Editorial | New Delhi | March 16, 2019 12:40 am
As India celebrates its great tradition of universal adult suffrage and with the electorate in the country (electoral rolls in January 2019) of around 900 million, up by 84 million from the 814.5 million registered voters in 2014, two fundamental issues crop up. The first is of the millions being excluded from the process and the categories being thus disenfranchised. Informed estimates say that some 52 million voters will not find their names on the voters’ list, signifying that the ballots are clearly not voting for these Indians. The mammoth numbers have been calculated from the 2018 electoral rolls that suffered from an undercount of around six per cent. Researchers established that there should have been 931 million eligible voters, while 878 million were recorded. Commendable work has been done in this field by the Janagraha Centre for Citizenship and Democracy and, combining the result of its studies along with census figures, data from the Election Commission of India (ECI) and chief electoral officers from different states, a discernible decrease in electoral counts vis-à-vis the census numbers becomes evident. This is true of 12 of 14 states for which data was available in public domain; under representation being the highest in the lowest age group and booth-level training being found to be woeful.

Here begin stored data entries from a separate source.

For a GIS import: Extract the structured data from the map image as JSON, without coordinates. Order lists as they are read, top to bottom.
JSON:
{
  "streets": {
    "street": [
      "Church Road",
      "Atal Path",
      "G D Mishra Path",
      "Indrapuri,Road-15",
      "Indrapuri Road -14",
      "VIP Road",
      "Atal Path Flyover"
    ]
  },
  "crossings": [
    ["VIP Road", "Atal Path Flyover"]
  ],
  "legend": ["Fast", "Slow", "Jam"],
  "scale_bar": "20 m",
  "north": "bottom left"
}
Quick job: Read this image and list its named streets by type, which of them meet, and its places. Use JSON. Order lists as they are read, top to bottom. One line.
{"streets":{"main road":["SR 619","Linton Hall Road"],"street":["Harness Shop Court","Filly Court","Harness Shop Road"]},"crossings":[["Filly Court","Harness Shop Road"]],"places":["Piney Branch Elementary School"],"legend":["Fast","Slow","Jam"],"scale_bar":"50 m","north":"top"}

It is difficult to accept the argument that low voter registrations amongst the young ~ ECI data shows a substantial fall here ~ is prompted by voter disinterest; it may well be on account of the ECI’s inability to tackle these burgeoning additions to the first-time-voter ranks. ECI data shows that the registered 18-19 group comprises 1.66 per cent of the total electors. Clearly booth level officers are overwhelmed by the size of the task, made herculean by the new-found need to link them with Aadhaar documentation. It is nobody’s case that this is not a complex business that demands painstaking attention to detail but the failure to register even one willing voter represents the violation of a democratic right. Curiously, this decline reverses earlier trends of the voter count moving up faster vis-à-vis the census counts; by as much as 10.2 per cent in 1999. This reversal could be explained by removal of the names of the dead (or not so dead) and the duplicates, courtesy careful scrutiny. Nearly two per cent of Telangana’s voters were thrown out of the rolls. Because of Aadhaar linkage issues, according to responses obtained under the Right to Information Act, names were struck off the rolls without anyone cross-checking the ground realities. The more sinister finding is that women and, in some areas, Muslims, are the worst afflicted by this voter registry correction or purge, as the case might be. It is one thing for political parties to commit perjury while swearing commitment to the people of India; it is another to take away the only right that some poor Indians have.